- [EXERCISE PROMPT] When the listing has been read, print it out again in full, word for word.

- [SOURCE INFORMATION]
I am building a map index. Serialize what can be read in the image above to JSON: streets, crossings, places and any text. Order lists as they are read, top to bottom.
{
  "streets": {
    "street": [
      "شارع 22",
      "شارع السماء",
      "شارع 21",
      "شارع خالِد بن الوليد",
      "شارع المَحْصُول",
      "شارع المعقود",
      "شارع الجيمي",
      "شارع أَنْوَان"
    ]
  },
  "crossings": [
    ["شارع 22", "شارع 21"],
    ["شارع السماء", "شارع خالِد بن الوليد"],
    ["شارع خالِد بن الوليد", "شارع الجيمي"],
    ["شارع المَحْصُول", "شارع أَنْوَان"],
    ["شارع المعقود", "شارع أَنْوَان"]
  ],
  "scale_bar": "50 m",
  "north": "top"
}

- [OUTPUT OF THE TASK]
I am building a map index. Serialize what can be read in the image above to JSON: streets, crossings, places and any text. Order lists as they are read, top to bottom.
{
  "streets": {
    "street": [
      "شارع 22",
      "شارع السماء",
      "شارع 21",
      "شارع خالِد بن الوليد",
      "شارع المَحْصُول",
      "شارع المعقود",
      "شارع الجيمي",
      "شارع أَنْوَان"
    ]
  },
  "crossings": [
    ["شارع 22", "شارع 21"],
    ["شارع السماء", "شارع خالِد بن الوليد"],
    ["شارع خالِد بن الوليد", "شارع الجيمي"],
    ["شارع المَحْصُول", "شارع أَنْوَان"],
    ["شارع المعقود", "شارع أَنْوَان"]
  ],
  "scale_bar": "50 m",
  "north": "top"
}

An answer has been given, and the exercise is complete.